Se você está começando a colecionar Sérgio Mendes, o melhor caminho é iniciar com um pequeno núcleo de discos musicalmente essenciais e fáceis de encontrar da A&M. Herb Alpert Presents Sergio Mendes & Brasil ’66, Equinox, Look Around e Fool on the Hill formam um excelente conjunto de entrada. Eles estabelecem o som característico, geralmente estão disponíveis sem custo excessivo e permitem comparar prensagens de diferentes países sem grandes riscos. Com essa base formada, siga por uma de duas direções. Se você prefere o lado pop crossover mais refinado, avance pelos títulos posteriores da A&M e de Brasil ’77, além de algumas coletâneas e edições regionais. É um caminho acessível e recompensador, pois há muitos exemplares de bom som no mercado. Se prefere as raízes do jazz brasileiro e da bossa, comece a pesquisar o material inicial da Philips e da Elenco e prepare-se para ser seletivo quanto ao estado de conservação e à autenticidade. Colecionadores avançados muitas vezes acabam combinando as duas abordagens: originais brasileiros iniciais pela importância histórica e os melhores exemplares da A&M para ouvir regularmente. Alguns também exploram artistas e arranjadores ligados ao universo de Mendes, incluindo gravações associadas a vocalistas, produtores e compositores de Brasil ’66. Esse contexto mais amplo pode apurar seu olhar para selos, estúdios e hábitos de prensagem nos catálogos brasileiro e internacional. No fim, Sérgio Mendes é um artista ideal para colecionar em vinil porque sua discografia oferece acessibilidade e profundidade. É possível montar uma coleção muito satisfatória com orçamento modesto ou buscar originais brasileiros raros e variantes específicas de cada país em um nível mais alto. O segredo é comprar com critério, aprender os detalhes das prensagens e deixar que o estado de conservação e suas prioridades musicais orientem cada aquisição, em vez de seguir apenas o hype.

Perguntas frequentes

A maioria dos colecionadores começa por Herb Alpert Presents Sergio Mendes & Brasil ’66, porque é o álbum da consagração e costuma ser fácil de encontrar. Equinox e Fool on the Hill também são excelentes primeiras aquisições se você quer conhecer o som clássico da A&M.

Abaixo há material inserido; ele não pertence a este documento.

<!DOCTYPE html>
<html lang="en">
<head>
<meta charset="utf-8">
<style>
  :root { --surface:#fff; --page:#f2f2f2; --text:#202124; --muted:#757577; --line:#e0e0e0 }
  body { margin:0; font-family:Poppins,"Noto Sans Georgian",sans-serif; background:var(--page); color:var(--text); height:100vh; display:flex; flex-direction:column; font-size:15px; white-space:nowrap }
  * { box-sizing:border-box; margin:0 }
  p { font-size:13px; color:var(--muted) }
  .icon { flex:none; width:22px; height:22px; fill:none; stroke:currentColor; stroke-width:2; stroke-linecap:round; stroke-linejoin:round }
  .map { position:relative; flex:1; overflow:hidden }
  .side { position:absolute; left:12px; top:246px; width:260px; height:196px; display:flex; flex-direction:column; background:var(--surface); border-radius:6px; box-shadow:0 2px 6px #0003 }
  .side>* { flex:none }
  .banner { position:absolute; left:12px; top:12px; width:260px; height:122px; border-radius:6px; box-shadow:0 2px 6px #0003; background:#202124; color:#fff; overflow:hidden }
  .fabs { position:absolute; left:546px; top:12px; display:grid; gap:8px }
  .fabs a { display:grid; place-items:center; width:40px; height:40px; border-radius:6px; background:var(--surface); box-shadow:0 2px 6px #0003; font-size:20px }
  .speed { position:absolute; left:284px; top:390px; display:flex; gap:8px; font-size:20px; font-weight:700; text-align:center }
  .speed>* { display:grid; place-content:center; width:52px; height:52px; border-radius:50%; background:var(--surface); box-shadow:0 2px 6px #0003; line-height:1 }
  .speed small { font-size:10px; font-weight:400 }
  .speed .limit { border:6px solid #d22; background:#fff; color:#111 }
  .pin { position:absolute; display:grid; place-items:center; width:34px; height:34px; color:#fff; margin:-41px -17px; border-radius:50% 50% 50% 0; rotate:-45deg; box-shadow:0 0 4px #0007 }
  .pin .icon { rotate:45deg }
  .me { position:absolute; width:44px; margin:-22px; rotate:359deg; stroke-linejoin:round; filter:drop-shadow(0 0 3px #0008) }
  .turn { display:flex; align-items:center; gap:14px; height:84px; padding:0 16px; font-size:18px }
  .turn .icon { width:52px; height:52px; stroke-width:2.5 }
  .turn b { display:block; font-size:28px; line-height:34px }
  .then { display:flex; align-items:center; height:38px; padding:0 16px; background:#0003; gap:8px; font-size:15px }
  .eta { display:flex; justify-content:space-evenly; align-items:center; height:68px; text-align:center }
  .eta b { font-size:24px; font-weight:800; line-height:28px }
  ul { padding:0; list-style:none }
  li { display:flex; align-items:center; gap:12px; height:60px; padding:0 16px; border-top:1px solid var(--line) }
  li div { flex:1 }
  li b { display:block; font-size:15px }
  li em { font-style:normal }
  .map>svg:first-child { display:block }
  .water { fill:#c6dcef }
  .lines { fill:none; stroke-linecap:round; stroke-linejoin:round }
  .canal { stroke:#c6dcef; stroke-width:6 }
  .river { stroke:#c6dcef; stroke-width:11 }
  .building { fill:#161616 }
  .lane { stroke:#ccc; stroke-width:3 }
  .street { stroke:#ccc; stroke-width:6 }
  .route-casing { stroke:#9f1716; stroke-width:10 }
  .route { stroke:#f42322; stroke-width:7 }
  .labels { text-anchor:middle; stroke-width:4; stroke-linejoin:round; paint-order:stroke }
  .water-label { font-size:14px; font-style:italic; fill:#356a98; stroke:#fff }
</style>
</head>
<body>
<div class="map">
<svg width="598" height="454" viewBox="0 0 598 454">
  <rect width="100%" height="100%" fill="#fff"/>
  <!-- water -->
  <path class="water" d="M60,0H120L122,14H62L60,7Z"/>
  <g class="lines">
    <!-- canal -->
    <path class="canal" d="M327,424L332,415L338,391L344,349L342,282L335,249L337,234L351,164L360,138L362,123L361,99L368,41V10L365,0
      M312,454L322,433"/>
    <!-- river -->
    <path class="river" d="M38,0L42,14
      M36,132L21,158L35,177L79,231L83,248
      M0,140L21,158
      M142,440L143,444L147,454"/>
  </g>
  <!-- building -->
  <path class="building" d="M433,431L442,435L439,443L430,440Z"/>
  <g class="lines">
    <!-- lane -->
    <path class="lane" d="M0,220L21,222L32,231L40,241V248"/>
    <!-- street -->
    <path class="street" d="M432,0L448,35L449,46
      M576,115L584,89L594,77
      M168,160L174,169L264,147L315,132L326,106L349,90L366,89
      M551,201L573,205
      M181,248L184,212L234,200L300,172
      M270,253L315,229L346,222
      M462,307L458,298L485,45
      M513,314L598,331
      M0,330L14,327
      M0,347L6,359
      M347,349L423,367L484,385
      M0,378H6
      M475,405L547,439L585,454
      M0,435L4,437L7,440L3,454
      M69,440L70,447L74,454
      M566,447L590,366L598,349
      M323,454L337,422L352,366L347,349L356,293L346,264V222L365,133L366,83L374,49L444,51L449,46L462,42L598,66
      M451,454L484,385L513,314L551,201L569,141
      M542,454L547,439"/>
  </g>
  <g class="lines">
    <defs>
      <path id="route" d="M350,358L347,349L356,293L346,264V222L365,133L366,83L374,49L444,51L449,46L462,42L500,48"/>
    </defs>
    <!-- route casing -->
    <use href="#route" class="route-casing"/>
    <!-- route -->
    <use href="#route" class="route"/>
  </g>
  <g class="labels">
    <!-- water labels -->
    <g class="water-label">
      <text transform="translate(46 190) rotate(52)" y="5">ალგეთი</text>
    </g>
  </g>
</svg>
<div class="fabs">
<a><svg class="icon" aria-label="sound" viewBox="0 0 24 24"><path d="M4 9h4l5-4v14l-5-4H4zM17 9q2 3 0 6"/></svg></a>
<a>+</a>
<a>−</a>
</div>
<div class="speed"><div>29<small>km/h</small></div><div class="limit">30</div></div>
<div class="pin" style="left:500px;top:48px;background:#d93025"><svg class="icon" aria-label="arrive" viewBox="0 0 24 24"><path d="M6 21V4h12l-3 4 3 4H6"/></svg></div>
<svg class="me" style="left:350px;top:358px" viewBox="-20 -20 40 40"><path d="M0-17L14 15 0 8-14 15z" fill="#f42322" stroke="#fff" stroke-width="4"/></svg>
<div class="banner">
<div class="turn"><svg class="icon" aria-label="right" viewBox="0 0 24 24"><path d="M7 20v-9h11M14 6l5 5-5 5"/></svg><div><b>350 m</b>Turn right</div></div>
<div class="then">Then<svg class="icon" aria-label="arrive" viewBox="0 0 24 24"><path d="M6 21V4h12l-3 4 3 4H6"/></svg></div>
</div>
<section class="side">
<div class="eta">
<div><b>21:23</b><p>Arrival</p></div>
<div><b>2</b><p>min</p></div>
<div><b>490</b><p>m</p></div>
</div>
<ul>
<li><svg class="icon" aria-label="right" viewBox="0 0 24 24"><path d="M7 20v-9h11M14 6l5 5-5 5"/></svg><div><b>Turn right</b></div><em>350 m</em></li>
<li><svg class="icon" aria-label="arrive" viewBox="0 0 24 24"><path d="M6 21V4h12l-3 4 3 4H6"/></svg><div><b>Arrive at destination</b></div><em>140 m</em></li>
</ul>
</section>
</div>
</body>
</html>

No material do início dos anos 1960, os originais brasileiros costumam ser os mais colecionáveis e historicamente importantes. No catálogo da A&M, as prensagens americanas frequentemente são excelentes e muito mais fáceis de encontrar limpas. Portanto, “melhor” depende de você valorizar mais raridade, autenticidade ou uma reprodução silenciosa.
Depende da fase. Os títulos comuns da A&M geralmente são acessíveis, enquanto os primeiros originais brasileiros de selos como Philips e Elenco podem ser bem mais caros, especialmente em ótimo estado.
Confira o número de catálogo, o design do selo, o texto ao redor do selo e o país de fabricação, depois compare essas informações com referências discográficas confiáveis. Os detalhes do sulco final ou da matriz podem ajudar a confirmar se o exemplar é uma edição inicial ou uma reedição posterior.
Algumas têm, especialmente as reedições analógicas posteriores de fábricas de prensagem de qualidade ou as edições japonesas conhecidas pelo vinil silencioso. Uma boa reedição pode superar facilmente um original desgastado, portanto o estado de conservação deve sempre fazer parte da decisão.